___ MATERIAL FOR THIS EXERCISE ___
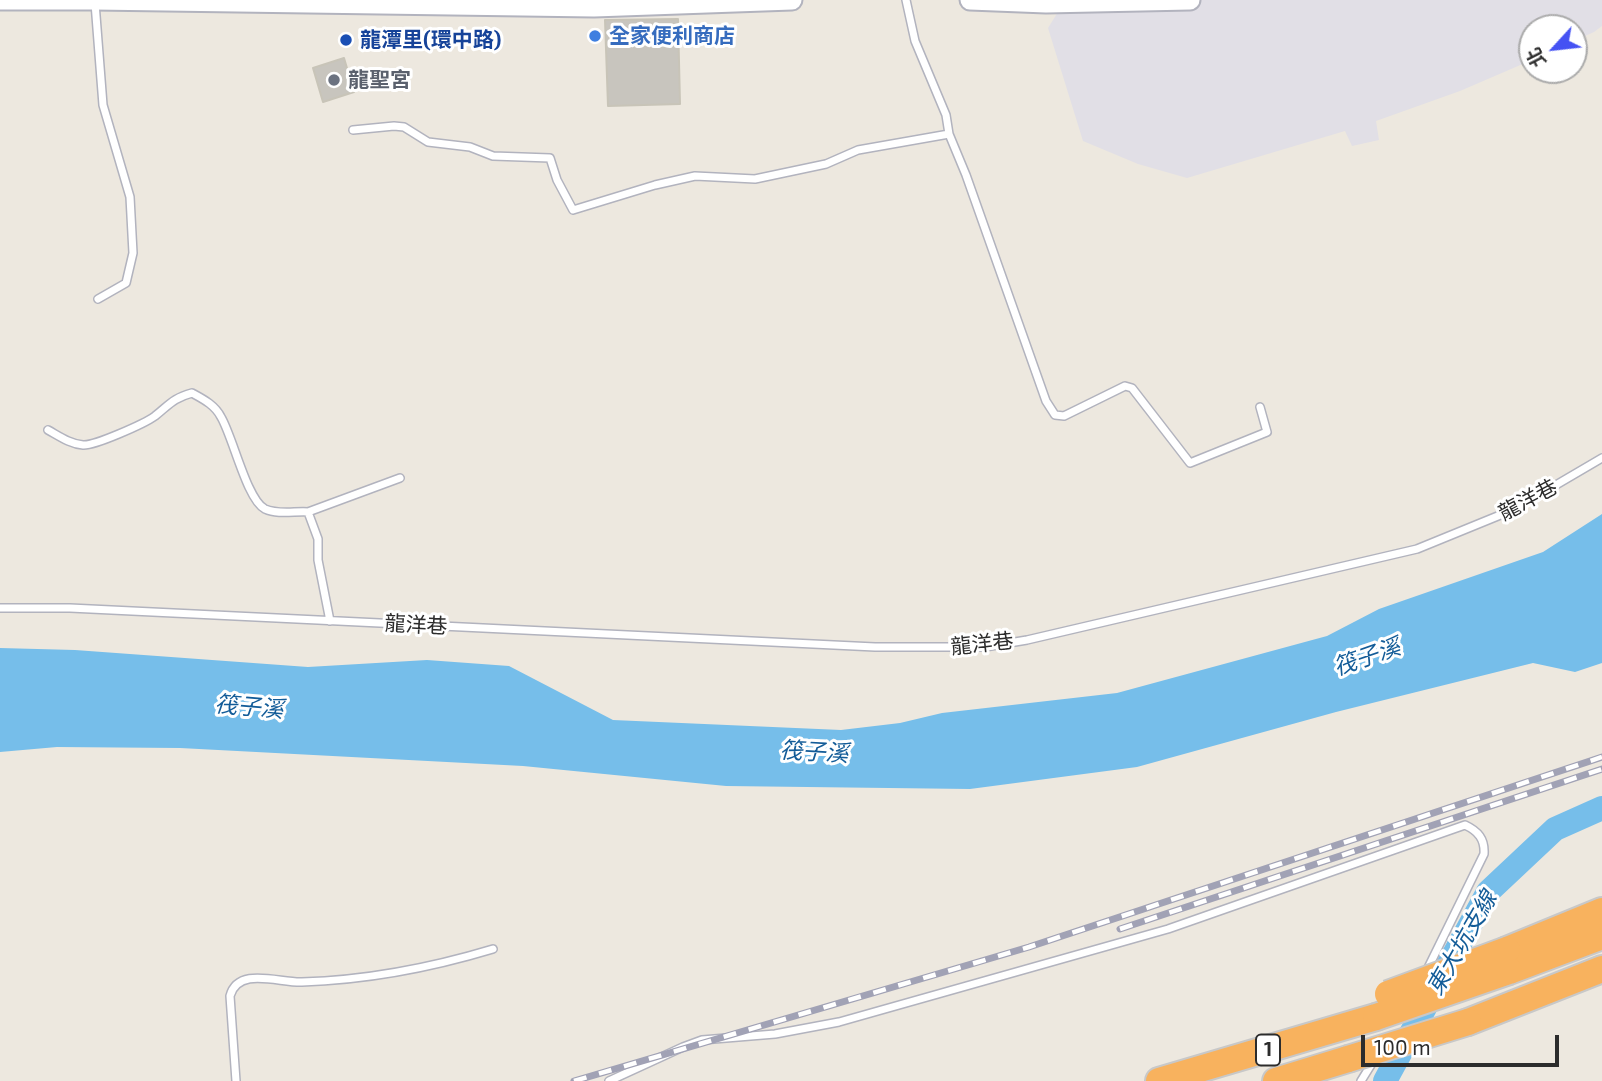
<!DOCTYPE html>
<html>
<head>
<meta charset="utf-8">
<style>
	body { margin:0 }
	#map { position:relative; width:1602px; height:1081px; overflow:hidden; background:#ede8df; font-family:"Exo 2","Noto Sans TC",sans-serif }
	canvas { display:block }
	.north { position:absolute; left:1518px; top:14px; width:70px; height:70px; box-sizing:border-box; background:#fff; border:2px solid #ababab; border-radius:50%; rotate:243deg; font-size:19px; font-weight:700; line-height:28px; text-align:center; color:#2c2c2c }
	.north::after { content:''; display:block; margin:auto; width:24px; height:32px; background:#4552f3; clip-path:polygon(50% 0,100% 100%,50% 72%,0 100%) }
	.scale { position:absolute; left:1361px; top:1035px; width:198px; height:32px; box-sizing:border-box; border:4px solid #2c2c2c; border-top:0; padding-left:9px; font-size:21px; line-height:24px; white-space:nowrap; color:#2c2c2c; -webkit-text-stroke:5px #fff; paint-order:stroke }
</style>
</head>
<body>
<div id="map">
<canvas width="1602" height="1081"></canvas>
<div class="north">北</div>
<div class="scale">100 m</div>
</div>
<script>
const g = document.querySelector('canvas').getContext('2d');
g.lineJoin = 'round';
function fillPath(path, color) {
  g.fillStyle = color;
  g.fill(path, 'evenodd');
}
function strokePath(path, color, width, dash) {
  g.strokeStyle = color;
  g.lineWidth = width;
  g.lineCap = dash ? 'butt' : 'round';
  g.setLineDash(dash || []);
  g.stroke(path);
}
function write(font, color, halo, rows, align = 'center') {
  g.font = font + ' "Exo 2","Noto Sans TC",sans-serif';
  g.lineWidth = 6;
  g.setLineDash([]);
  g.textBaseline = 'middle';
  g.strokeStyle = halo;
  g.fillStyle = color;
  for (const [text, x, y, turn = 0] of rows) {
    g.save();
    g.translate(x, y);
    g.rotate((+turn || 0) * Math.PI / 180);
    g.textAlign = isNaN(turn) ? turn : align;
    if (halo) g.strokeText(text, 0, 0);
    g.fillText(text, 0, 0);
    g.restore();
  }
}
fillPath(new Path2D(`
	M 1186,0 L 1602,0 L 1602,26 L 1594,32 L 1574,41 L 1574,28 L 1532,28 L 1532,60 L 1460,91 L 1376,121 L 1379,140 L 1352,146 L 1345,131 L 1187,178 L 1138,164 L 1083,141 L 1048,28 L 1063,4 Z`), '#e1dfe6');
fillPath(new Path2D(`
	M 1602,514 L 1602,663 L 1575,672 L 1533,663 L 1336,712 L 1137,767 L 970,789 L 726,786 L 523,766 L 180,748 L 57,747 L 0,752 L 0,648 L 75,650 L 308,667 L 427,660 L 509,666 L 613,720 L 841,730 L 900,723 L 942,713 L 1117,693 L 1327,636 L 1379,609 L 1543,552 Z`), '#76beea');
strokePath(new Path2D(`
	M 1385,1081 L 1488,892 L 1555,829 L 1602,808`), '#76beea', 24);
const building = new Path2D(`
	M 678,19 L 680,104 L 608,106 L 605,20 Z
	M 344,58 L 354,92 L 323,102 L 313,68 Z`);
fillPath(building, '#c8c5be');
strokePath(building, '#c8c4b8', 2);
const lane = new Path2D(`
	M 906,0 L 915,41 L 946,115 L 949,134 L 966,175 L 1046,401 L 1055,415 L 1064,416 L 1125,386 L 1132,388 L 1190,463 L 1267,432 L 1260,407
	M 95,3 L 103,105 L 130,197 L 133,253 L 126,283 L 98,299
	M 353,130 L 394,126 L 404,127 L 428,142 L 470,147 L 493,156 L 550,158 L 557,180 L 573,210 L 655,185 L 695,176 L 755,179 L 826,164 L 858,150 L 949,134
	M 48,430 C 59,436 70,444 83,445 C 94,446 144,424 155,416 C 169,405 173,398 192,393 C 203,399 215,405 221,417 C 233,437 247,500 265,509 C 278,515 295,511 308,512 L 318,539 L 318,560 L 330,621
	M 308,512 L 400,478
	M 0,608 L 70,608 L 875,647 L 985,647 L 1027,640 L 1417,549 L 1515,509 L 1602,458
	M 236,1081 L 230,996 C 238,966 279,983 302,982 C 367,980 430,968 493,949
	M 609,1081 L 683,1047 L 702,1040 L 775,1034 L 839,1022 L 1168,929 L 1465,825 C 1478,831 1485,839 1484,854 L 1426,972
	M 1361,1081 L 1374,1060`);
const secondary = new Path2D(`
	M 0,0 L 94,0
	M 94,0 L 594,7 L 792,0
	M 970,0 L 1046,3 L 1190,0`);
const highway = new Path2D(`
	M 1507,950 L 1602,911
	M 1509,971 L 1602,936
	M 1468,1022 L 1602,969
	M 1159,1081 L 1376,1017
	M 1276,1081 L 1348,1059`);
strokePath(lane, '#b2b3be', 10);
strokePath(secondary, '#b2b3be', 23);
strokePath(highway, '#c8c8c8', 30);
strokePath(lane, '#fff', 7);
strokePath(secondary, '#fff', 19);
strokePath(highway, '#f8b25e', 26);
const rail = new Path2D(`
	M 1120,929 L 1602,769
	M 574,1081 L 1029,947 L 1602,757`);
strokePath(rail, '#a1a2b5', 7);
strokePath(rail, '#fff', 4.5, [13]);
const highwayBridge = new Path2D(`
	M 1388,994 L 1507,950
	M 1376,1017 L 1509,971
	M 1348,1059 L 1468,1022`);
strokePath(highwayBridge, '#c8c8c8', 30, []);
strokePath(highwayBridge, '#f8b25e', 26);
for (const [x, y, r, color] of [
	[595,36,7,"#3f7fe0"],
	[346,40,7,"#1a4fb4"],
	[334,80,7,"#6b7280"]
]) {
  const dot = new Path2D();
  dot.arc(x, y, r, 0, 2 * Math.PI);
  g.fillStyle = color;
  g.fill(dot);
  strokePath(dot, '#fff', 2.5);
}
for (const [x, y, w] of [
	[1268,1050,24]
]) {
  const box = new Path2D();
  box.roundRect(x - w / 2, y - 15.5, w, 31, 5);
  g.fillStyle = '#fff';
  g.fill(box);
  strokePath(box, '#2c2c2c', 2);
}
write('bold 19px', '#2c2c2c', null, [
	["1",1268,1050]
]);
write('bold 21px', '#366cbe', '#fff', [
	["全家便利商店",609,36]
], 'left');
write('bold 21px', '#164399', '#fff', [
	["龍潭里(環中路)",360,40]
], 'left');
write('bold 21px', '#5b616d', '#fff', [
	["龍聖宮",348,80]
], 'left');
write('21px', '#2c2c2c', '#fff', [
	["龍洋巷",1528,500,-28],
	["龍洋巷",416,625,3],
	["龍洋巷",982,644,-6]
]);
write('italic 23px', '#135c98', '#fff', [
	["筏子溪",1367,657,-19],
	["筏子溪",249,707,5],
	["筏子溪",814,752,3],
	["東大坑支線",1462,943,-60]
]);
</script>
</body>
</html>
___
**WORK REQUIRED**
Return each line of the records above in which the word "halo" occurs.

**ANSWER BOX**
function write(font, color, halo, rows, align = 'center') {
  g.strokeStyle = halo;
    if (halo) g.strokeText(text, 0, 0);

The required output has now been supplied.